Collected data
== Segment start ==

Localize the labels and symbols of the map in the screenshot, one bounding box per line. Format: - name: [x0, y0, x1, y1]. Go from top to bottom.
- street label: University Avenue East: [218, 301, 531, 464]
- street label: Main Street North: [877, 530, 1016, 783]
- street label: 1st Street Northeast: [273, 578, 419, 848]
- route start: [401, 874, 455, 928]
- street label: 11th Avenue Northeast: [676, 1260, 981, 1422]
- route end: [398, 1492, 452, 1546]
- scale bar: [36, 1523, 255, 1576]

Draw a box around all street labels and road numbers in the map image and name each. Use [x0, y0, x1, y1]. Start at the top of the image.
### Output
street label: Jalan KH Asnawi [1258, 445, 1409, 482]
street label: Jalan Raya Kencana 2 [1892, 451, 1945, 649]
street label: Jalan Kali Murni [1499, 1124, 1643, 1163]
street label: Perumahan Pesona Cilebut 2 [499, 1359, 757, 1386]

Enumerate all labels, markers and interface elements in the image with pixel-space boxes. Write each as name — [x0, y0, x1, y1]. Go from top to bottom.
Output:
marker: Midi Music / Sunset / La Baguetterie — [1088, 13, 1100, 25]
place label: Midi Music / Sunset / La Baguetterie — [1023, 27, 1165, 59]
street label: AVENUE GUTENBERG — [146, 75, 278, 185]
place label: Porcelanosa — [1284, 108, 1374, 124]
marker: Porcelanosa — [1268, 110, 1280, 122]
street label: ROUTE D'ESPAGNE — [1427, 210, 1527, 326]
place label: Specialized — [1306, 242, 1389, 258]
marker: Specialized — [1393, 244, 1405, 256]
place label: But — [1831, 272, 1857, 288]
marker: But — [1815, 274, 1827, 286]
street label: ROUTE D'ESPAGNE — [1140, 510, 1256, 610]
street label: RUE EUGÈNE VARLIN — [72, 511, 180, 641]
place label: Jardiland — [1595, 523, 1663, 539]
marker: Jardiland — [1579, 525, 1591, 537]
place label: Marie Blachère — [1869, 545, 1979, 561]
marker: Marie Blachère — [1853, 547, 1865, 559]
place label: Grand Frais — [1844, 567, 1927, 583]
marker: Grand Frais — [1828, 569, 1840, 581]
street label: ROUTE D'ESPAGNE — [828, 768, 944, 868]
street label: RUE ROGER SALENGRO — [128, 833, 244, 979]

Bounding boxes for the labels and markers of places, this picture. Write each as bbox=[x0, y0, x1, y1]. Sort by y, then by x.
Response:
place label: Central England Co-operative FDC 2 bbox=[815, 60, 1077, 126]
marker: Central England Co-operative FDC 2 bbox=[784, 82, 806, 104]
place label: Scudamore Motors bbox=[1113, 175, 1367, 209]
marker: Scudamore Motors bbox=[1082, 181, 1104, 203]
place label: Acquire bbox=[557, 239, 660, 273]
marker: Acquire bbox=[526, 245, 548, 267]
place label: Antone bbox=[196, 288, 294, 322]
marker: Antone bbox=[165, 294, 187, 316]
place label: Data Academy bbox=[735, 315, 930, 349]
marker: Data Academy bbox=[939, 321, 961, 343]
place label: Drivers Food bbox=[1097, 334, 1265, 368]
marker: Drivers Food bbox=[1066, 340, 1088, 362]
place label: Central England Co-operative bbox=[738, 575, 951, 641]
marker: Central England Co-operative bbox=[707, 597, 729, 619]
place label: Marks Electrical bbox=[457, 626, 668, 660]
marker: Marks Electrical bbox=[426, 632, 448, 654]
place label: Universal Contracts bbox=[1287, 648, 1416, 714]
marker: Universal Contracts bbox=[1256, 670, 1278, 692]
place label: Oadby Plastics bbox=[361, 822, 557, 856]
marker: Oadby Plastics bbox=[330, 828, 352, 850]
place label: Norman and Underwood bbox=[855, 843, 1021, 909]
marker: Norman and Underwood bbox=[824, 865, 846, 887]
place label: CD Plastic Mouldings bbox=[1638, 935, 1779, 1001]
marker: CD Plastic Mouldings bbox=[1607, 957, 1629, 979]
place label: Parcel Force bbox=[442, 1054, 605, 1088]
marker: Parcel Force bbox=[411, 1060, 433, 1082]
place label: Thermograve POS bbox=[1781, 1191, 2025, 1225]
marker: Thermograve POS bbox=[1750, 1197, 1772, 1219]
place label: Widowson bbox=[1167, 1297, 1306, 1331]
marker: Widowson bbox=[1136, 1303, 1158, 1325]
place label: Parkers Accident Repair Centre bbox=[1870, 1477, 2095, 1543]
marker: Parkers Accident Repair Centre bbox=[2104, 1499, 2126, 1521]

== Segment end ==

(Exercise description): All lines above are to be transcribed exactly.

(Task output):
Localize the labels and symbols of the map in the screenshot, one bounding box per line. Format: - name: [x0, y0, x1, y1]. Go from top to bottom.
- street label: University Avenue East: [218, 301, 531, 464]
- street label: Main Street North: [877, 530, 1016, 783]
- street label: 1st Street Northeast: [273, 578, 419, 848]
- route start: [401, 874, 455, 928]
- street label: 11th Avenue Northeast: [676, 1260, 981, 1422]
- route end: [398, 1492, 452, 1546]
- scale bar: [36, 1523, 255, 1576]

Draw a box around all street labels and road numbers in the map image and name each. Use [x0, y0, x1, y1]. Start at the top of the image.
### Output
street label: Jalan KH Asnawi [1258, 445, 1409, 482]
street label: Jalan Raya Kencana 2 [1892, 451, 1945, 649]
street label: Jalan Kali Murni [1499, 1124, 1643, 1163]
street label: Perumahan Pesona Cilebut 2 [499, 1359, 757, 1386]

Enumerate all labels, markers and interface elements in the image with pixel-space boxes. Write each as name — [x0, y0, x1, y1]. Go from top to bottom.
Output:
marker: Midi Music / Sunset / La Baguetterie — [1088, 13, 1100, 25]
place label: Midi Music / Sunset / La Baguetterie — [1023, 27, 1165, 59]
street label: AVENUE GUTENBERG — [146, 75, 278, 185]
place label: Porcelanosa — [1284, 108, 1374, 124]
marker: Porcelanosa — [1268, 110, 1280, 122]
street label: ROUTE D'ESPAGNE — [1427, 210, 1527, 326]
place label: Specialized — [1306, 242, 1389, 258]
marker: Specialized — [1393, 244, 1405, 256]
place label: But — [1831, 272, 1857, 288]
marker: But — [1815, 274, 1827, 286]
street label: ROUTE D'ESPAGNE — [1140, 510, 1256, 610]
street label: RUE EUGÈNE VARLIN — [72, 511, 180, 641]
place label: Jardiland — [1595, 523, 1663, 539]
marker: Jardiland — [1579, 525, 1591, 537]
place label: Marie Blachère — [1869, 545, 1979, 561]
marker: Marie Blachère — [1853, 547, 1865, 559]
place label: Grand Frais — [1844, 567, 1927, 583]
marker: Grand Frais — [1828, 569, 1840, 581]
street label: ROUTE D'ESPAGNE — [828, 768, 944, 868]
street label: RUE ROGER SALENGRO — [128, 833, 244, 979]

Bounding boxes for the labels and markers of places, this picture. Write each as bbox=[x0, y0, x1, y1]. Sort by y, then by x.
Response:
place label: Central England Co-operative FDC 2 bbox=[815, 60, 1077, 126]
marker: Central England Co-operative FDC 2 bbox=[784, 82, 806, 104]
place label: Scudamore Motors bbox=[1113, 175, 1367, 209]
marker: Scudamore Motors bbox=[1082, 181, 1104, 203]
place label: Acquire bbox=[557, 239, 660, 273]
marker: Acquire bbox=[526, 245, 548, 267]
place label: Antone bbox=[196, 288, 294, 322]
marker: Antone bbox=[165, 294, 187, 316]
place label: Data Academy bbox=[735, 315, 930, 349]
marker: Data Academy bbox=[939, 321, 961, 343]
place label: Drivers Food bbox=[1097, 334, 1265, 368]
marker: Drivers Food bbox=[1066, 340, 1088, 362]
place label: Central England Co-operative bbox=[738, 575, 951, 641]
marker: Central England Co-operative bbox=[707, 597, 729, 619]
place label: Marks Electrical bbox=[457, 626, 668, 660]
marker: Marks Electrical bbox=[426, 632, 448, 654]
place label: Universal Contracts bbox=[1287, 648, 1416, 714]
marker: Universal Contracts bbox=[1256, 670, 1278, 692]
place label: Oadby Plastics bbox=[361, 822, 557, 856]
marker: Oadby Plastics bbox=[330, 828, 352, 850]
place label: Norman and Underwood bbox=[855, 843, 1021, 909]
marker: Norman and Underwood bbox=[824, 865, 846, 887]
place label: CD Plastic Mouldings bbox=[1638, 935, 1779, 1001]
marker: CD Plastic Mouldings bbox=[1607, 957, 1629, 979]
place label: Parcel Force bbox=[442, 1054, 605, 1088]
marker: Parcel Force bbox=[411, 1060, 433, 1082]
place label: Thermograve POS bbox=[1781, 1191, 2025, 1225]
marker: Thermograve POS bbox=[1750, 1197, 1772, 1219]
place label: Widowson bbox=[1167, 1297, 1306, 1331]
marker: Widowson bbox=[1136, 1303, 1158, 1325]
place label: Parkers Accident Repair Centre bbox=[1870, 1477, 2095, 1543]
marker: Parkers Accident Repair Centre bbox=[2104, 1499, 2126, 1521]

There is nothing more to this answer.